#### What to work on:
Below is a set of entries; give all of them again exactly.

———

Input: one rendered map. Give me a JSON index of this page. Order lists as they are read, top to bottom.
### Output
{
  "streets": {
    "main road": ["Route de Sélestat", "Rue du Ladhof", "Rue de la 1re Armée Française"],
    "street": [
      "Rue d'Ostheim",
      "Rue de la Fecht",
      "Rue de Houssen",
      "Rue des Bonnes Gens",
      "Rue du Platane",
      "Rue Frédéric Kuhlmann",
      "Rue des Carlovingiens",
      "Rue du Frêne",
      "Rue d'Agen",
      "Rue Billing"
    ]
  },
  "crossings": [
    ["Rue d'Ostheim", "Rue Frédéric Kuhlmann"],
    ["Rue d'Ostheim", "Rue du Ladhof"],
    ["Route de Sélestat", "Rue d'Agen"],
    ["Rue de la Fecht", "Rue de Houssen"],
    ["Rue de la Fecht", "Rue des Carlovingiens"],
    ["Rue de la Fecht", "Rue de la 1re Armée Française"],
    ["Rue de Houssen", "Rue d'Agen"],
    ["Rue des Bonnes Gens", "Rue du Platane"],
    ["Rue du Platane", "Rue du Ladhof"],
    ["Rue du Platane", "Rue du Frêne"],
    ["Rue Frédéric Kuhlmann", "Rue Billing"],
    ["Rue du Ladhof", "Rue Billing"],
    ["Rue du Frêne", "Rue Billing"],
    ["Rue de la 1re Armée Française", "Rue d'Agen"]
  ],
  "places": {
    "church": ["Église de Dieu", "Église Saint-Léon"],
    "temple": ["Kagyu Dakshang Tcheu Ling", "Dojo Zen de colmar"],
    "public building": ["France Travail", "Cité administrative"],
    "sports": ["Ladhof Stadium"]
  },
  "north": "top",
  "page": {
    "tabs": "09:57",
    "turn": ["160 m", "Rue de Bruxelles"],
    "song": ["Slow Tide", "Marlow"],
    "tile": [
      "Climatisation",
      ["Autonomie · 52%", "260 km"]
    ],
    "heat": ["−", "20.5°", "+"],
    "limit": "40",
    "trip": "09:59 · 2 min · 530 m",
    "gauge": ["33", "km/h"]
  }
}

———

#### Answer to this task:
Input: one rendered map. Give me a JSON index of this page. Order lists as they are read, top to bottom.
### Output
{
  "streets": {
    "main road": ["Route de Sélestat", "Rue du Ladhof", "Rue de la 1re Armée Française"],
    "street": [
      "Rue d'Ostheim",
      "Rue de la Fecht",
      "Rue de Houssen",
      "Rue des Bonnes Gens",
      "Rue du Platane",
      "Rue Frédéric Kuhlmann",
      "Rue des Carlovingiens",
      "Rue du Frêne",
      "Rue d'Agen",
      "Rue Billing"
    ]
  },
  "crossings": [
    ["Rue d'Ostheim", "Rue Frédéric Kuhlmann"],
    ["Rue d'Ostheim", "Rue du Ladhof"],
    ["Route de Sélestat", "Rue d'Agen"],
    ["Rue de la Fecht", "Rue de Houssen"],
    ["Rue de la Fecht", "Rue des Carlovingiens"],
    ["Rue de la Fecht", "Rue de la 1re Armée Française"],
    ["Rue de Houssen", "Rue d'Agen"],
    ["Rue des Bonnes Gens", "Rue du Platane"],
    ["Rue du Platane", "Rue du Ladhof"],
    ["Rue du Platane", "Rue du Frêne"],
    ["Rue Frédéric Kuhlmann", "Rue Billing"],
    ["Rue du Ladhof", "Rue Billing"],
    ["Rue du Frêne", "Rue Billing"],
    ["Rue de la 1re Armée Française", "Rue d'Agen"]
  ],
  "places": {
    "church": ["Église de Dieu", "Église Saint-Léon"],
    "temple": ["Kagyu Dakshang Tcheu Ling", "Dojo Zen de colmar"],
    "public building": ["France Travail", "Cité administrative"],
    "sports": ["Ladhof Stadium"]
  },
  "north": "top",
  "page": {
    "tabs": "09:57",
    "turn": ["160 m", "Rue de Bruxelles"],
    "song": ["Slow Tide", "Marlow"],
    "tile": [
      "Climatisation",
      ["Autonomie · 52%", "260 km"]
    ],
    "heat": ["−", "20.5°", "+"],
    "limit": "40",
    "trip": "09:59 · 2 min · 530 m",
    "gauge": ["33", "km/h"]
  }
}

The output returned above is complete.